En tout cas, notre barque de fortune nous attend. Pas la grande aventure en soi. Mais lorsqu’elle est remplie, son bord est à dix centimètres de l’eau. Et dès qu’un passager bouge, elle tangue dangereusement. Toutefois, nous voici partis pour 50 minutes de traversée le long de la rivière Yên Vi. Sans aucun doute le moment le plus paisible et agréable de la journée. Avec des lotus au bord de l’eau, les montagnes Huong Son à l’horizon, et le soleil, qui, défiant le froid et la brume, pointe le bout de son nez pour nous réchauffer timidement de ses rayons. Je vous avoue tout de même que les rares bateaux à moteurs que nous avons croisés nous ont donné quelques sueurs froides. Car les vagues qu’ils généraient avaient la ferme intention de nous faire chavirer.
Arrivés sur place, la pagode des Parfums se décline en deux parties. Quelques pagodes classiques, auxquelles on accède en montant une trentaine de marches. Elles sont construites par paliers. Et puis une pagode nichée au fond d’une grotte, dans les hauteurs.
La balade en barque sur la rivière Yên Vi, une étape sympathique mais parfois risquée. |
Photo : Thanh Tùng/VNA/CVN |
Nous nous rendons dans celle de Thiên Tru. Quelques touristes sont là. Mais aussi des Vietnamiens venus se recueillir. Je retire mes chaussures. Nous n’avons pas le droit de prendre de photos. Le lieu est majestueux et solennel à la fois. L’une de mes amies fait quelques prières.

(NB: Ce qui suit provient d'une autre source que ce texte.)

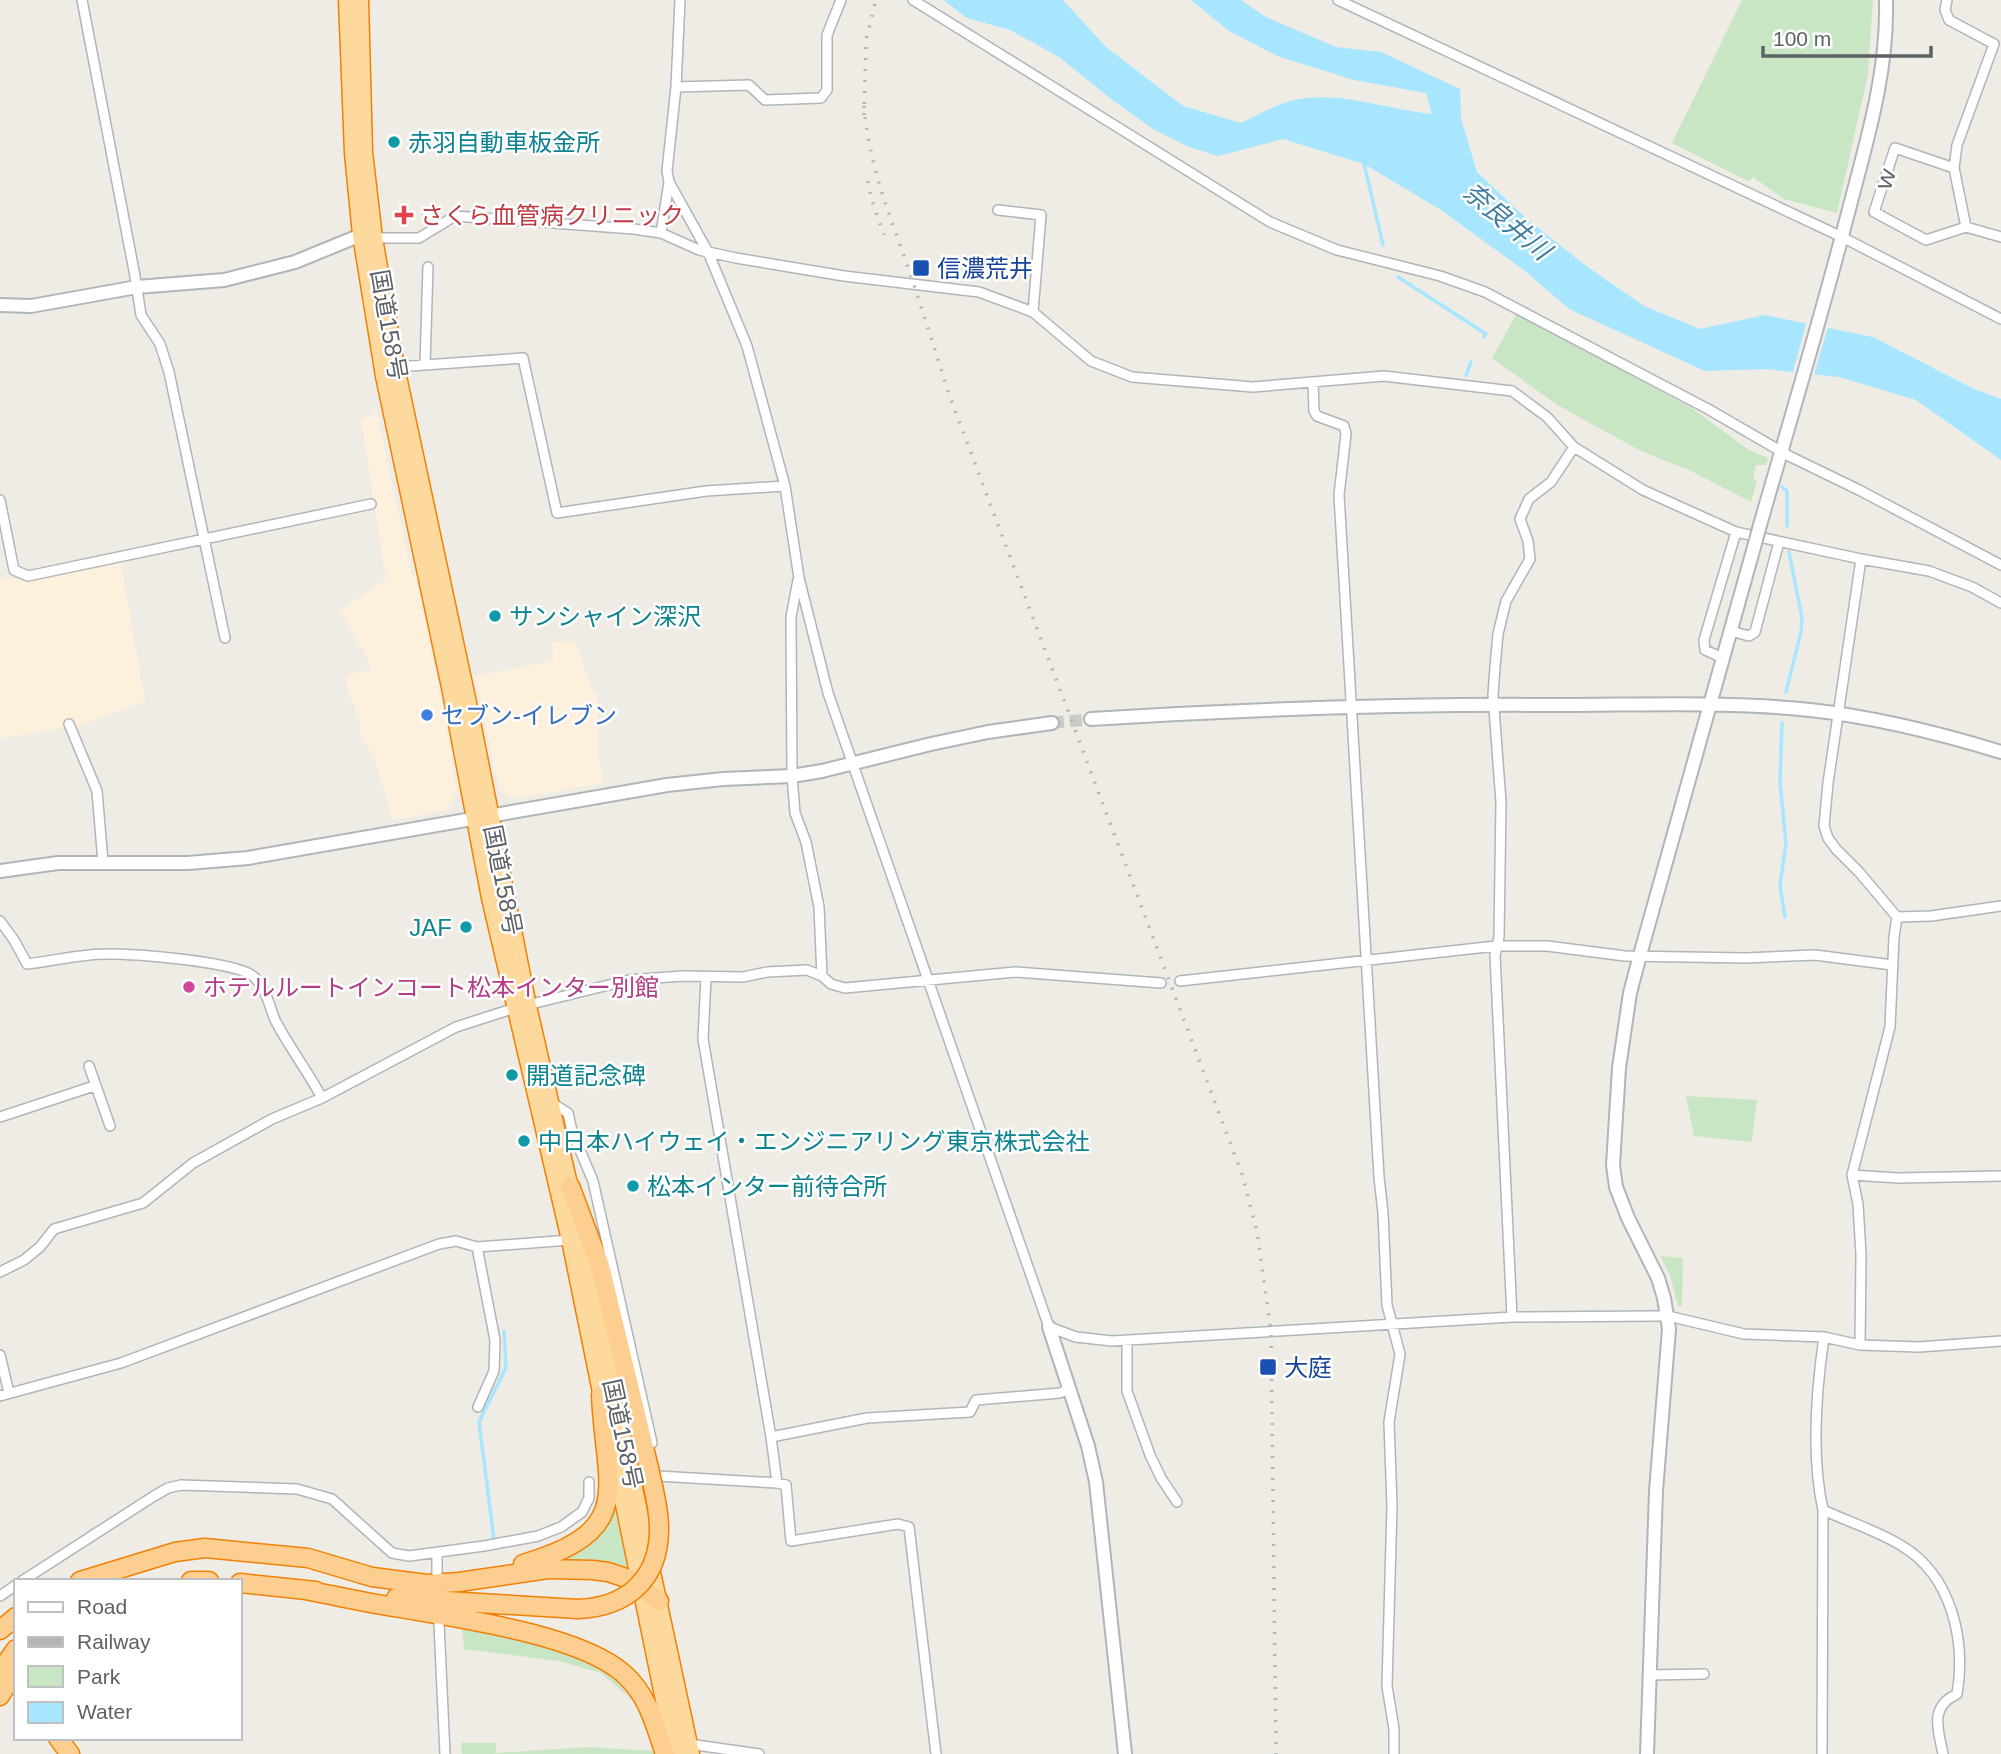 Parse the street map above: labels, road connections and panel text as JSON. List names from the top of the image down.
{
  "streets": {
    "highway": ["国道158号"],
    "street": ["ｗ"]
  },
  "water": ["奈良井川"],
  "places": {
    "other": [
      "赤羽自動車板金所",
      "サンシャイン深沢",
      "セブン-イレブン",
      "JAF",
      "ホテルルートインコート松本インター別館",
      "開道記念碑",
      "中日本ハイウェイ・エンジニアリング東京株式会社",
      "松本インター前待合所"
    ],
    "health": ["さくら血管病クリニック"],
    "transit": ["信濃荒井", "大庭"]
  },
  "legend": [
    "Road",
    "Railway",
    "Park",
    "Water"
  ],
  "scale_bar": "100 m"
}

Il faut y aller. Je regagne le froid, et m’assieds sans ménagement sur une tortue en pierre pour me rechausser. «Non, tu ne peux pas t’installer ici ! C’est un animal sacré !», me lance mon amie. Il est vrai que ça ressemblait vraiment à un siège… Mais je connais désormais l’histoire. La tortue symbolise des siècles de lutte pour l’indépendance du Vietnam. Selon la légende, le roi Lê Loi (prononcer Lé Loï) a vaincu les envahisseurs chinois au XVe siècle grâce à une épée magique offerte par les dieux. Après la victoire, il serait allé sur le lac Hoàn Kiêm à bord d’un bateau lorsqu’une tortue géante est apparue et a pris l’épée dans sa bouche avant de plonger dans l’eau pour la garder jusqu’à ce que le pays en ait de nouveau besoin.

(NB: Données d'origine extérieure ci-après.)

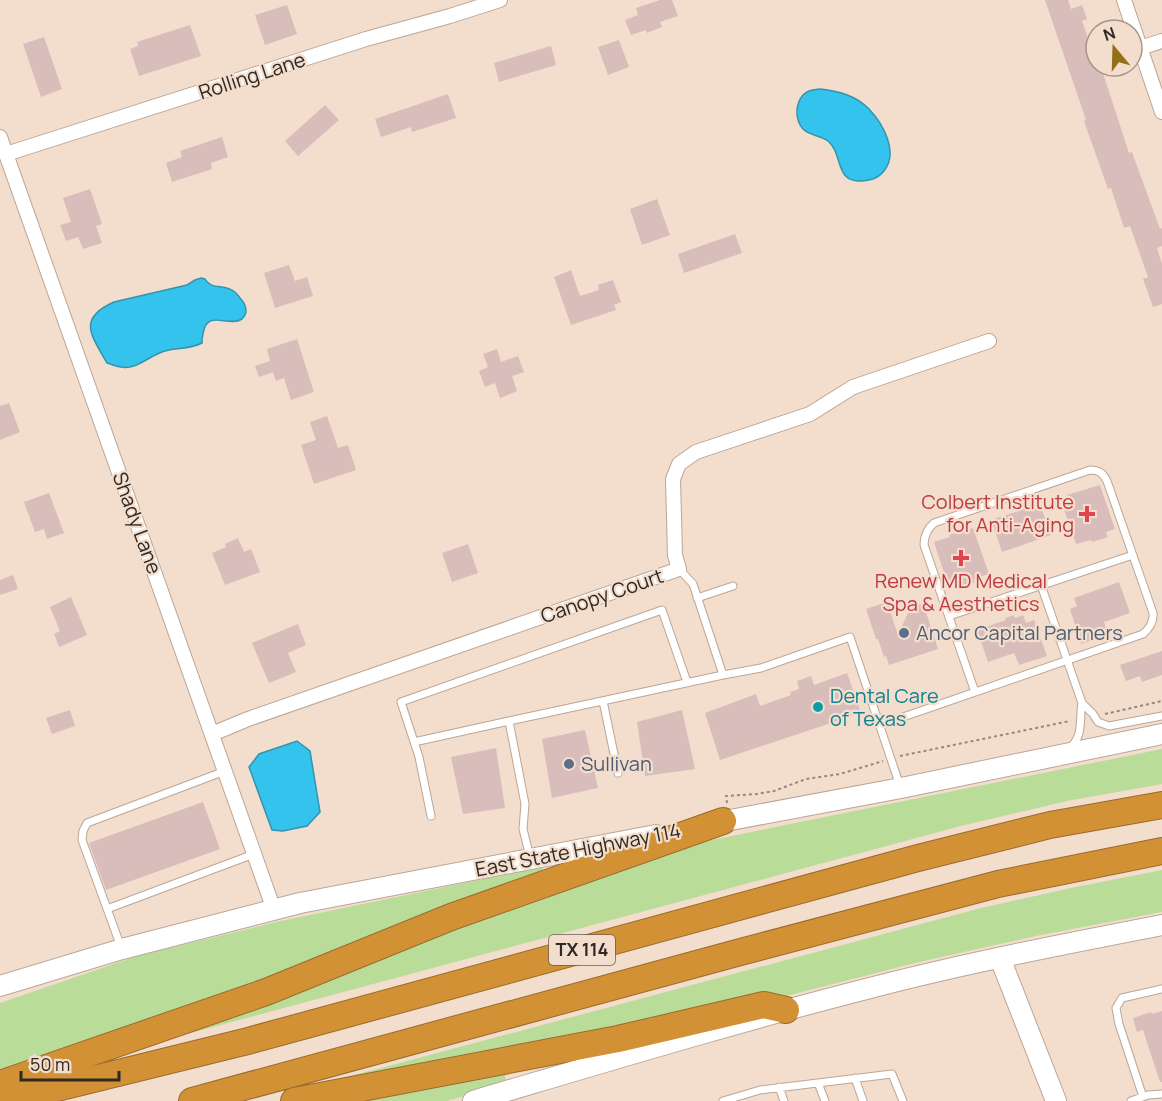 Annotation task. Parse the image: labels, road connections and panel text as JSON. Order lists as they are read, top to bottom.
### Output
{
  "streets": {
    "highway": ["TX 114"],
    "main road": ["East State Highway 114"],
    "street": ["Rolling Lane", "Shady Lane", "Canopy Court"]
  },
  "crossings": [
    ["Rolling Lane", "Shady Lane"],
    ["Shady Lane", "Canopy Court"],
    ["Shady Lane", "East State Highway 114"]
  ],
  "places": {
    "health": ["Colbert Institute for Anti-Aging", "Renew MD Medical Spa & Aesthetics"],
    "other": ["Ancor Capital Partners", "Dental Care of Texas", "Sullivan"]
  },
  "scale_bar": "50 m",
  "north": "top"
}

Une ascension qui vaut le coup
Les stèles en l’honneur des doctorants, où la tortue symbolise la sagesse. Un objet sacré sur lequel il ne faut pas s’asseoir… |
Photo : Éloïse Levesque/CVN |
Passé ce petit incident, il est temps de découvrir la grotte. Nous sommes prévenus, «480 marches», selon les commerçants… ou les télécabines… au choix. J’ai trouvé moins téméraire que moi, je suis ravie ! Je me lance à la poursuite de cette ascension à pied avec mon amie, tandis que sa sœur paiera 80.000 dôngs pour emprunter le câble. Il parait que c’est très dur sous une grande chaleur. Mais nous n’avons pas beaucoup souffert. Il y avait du plat au milieu des restaurants et cafés qui se préparaient pour le Têt. Et jamais plus de 50 marches à la fois. Même si, notons le avec le sourire, les marches étaient très hautes, comme c’est souvent le cas au Vietnam. On n’en trouve jamais de pareilles en Europe alors qu’on est bien plus grand.
Enfin nous arrivons en haut. Au milieu de cette grotte en contrebas, entièrement rebaptisée en lieu de culte. Il ne fait pas froid. Car le soleil éclaire l’entrée. En bas, des chants religieux accueillent ceux qui veulent prier. C’est un lieu paisible. Mon expédition en valait la peine. Si vous venez pendant les périodes de pèlerinage qui suivent le Têt, la pagode peut recevoir jusqu’à 30.000 visiteurs par jour… la sensation sera sûrement bien différente… Toutefois, la nuit va bientôt tomber, et nous devons penser à rebrousser chemin. Après ce bol d’air frais, je sens comme un parfum de fatigue.